[Saved entries]
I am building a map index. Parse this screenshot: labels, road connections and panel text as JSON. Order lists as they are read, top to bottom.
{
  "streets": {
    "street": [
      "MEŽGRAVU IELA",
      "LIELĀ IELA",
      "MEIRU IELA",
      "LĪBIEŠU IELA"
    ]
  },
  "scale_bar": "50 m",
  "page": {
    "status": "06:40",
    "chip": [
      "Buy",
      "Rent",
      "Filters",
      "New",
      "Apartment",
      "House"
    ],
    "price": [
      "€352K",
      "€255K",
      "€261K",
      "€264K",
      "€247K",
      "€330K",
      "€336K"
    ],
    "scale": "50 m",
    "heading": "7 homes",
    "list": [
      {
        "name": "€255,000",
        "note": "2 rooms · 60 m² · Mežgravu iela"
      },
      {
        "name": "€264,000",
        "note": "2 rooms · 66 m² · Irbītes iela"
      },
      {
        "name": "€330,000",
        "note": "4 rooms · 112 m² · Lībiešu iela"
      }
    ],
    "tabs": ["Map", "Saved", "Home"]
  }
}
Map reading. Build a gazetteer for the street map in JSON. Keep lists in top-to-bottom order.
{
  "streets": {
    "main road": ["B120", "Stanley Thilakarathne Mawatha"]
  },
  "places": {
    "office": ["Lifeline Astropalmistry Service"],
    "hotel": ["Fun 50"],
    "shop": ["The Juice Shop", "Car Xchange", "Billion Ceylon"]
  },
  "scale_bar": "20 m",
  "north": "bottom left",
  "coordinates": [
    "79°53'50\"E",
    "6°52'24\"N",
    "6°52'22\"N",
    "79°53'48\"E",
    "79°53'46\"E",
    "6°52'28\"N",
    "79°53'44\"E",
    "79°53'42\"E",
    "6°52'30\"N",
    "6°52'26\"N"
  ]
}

• _Exercise instructions_:
Set the data above down again in full, exactly as it reads.

• _Result below_:
I am building a map index. Parse this screenshot: labels, road connections and panel text as JSON. Order lists as they are read, top to bottom.
{
  "streets": {
    "street": [
      "MEŽGRAVU IELA",
      "LIELĀ IELA",
      "MEIRU IELA",
      "LĪBIEŠU IELA"
    ]
  },
  "scale_bar": "50 m",
  "page": {
    "status": "06:40",
    "chip": [
      "Buy",
      "Rent",
      "Filters",
      "New",
      "Apartment",
      "House"
    ],
    "price": [
      "€352K",
      "€255K",
      "€261K",
      "€264K",
      "€247K",
      "€330K",
      "€336K"
    ],
    "scale": "50 m",
    "heading": "7 homes",
    "list": [
      {
        "name": "€255,000",
        "note": "2 rooms · 60 m² · Mežgravu iela"
      },
      {
        "name": "€264,000",
        "note": "2 rooms · 66 m² · Irbītes iela"
      },
      {
        "name": "€330,000",
        "note": "4 rooms · 112 m² · Lībiešu iela"
      }
    ],
    "tabs": ["Map", "Saved", "Home"]
  }
}
Map reading. Build a gazetteer for the street map in JSON. Keep lists in top-to-bottom order.
{
  "streets": {
    "main road": ["B120", "Stanley Thilakarathne Mawatha"]
  },
  "places": {
    "office": ["Lifeline Astropalmistry Service"],
    "hotel": ["Fun 50"],
    "shop": ["The Juice Shop", "Car Xchange", "Billion Ceylon"]
  },
  "scale_bar": "20 m",
  "north": "bottom left",
  "coordinates": [
    "79°53'50\"E",
    "6°52'24\"N",
    "6°52'22\"N",
    "79°53'48\"E",
    "79°53'46\"E",
    "6°52'28\"N",
    "79°53'44\"E",
    "79°53'42\"E",
    "6°52'30\"N",
    "6°52'26\"N"
  ]
}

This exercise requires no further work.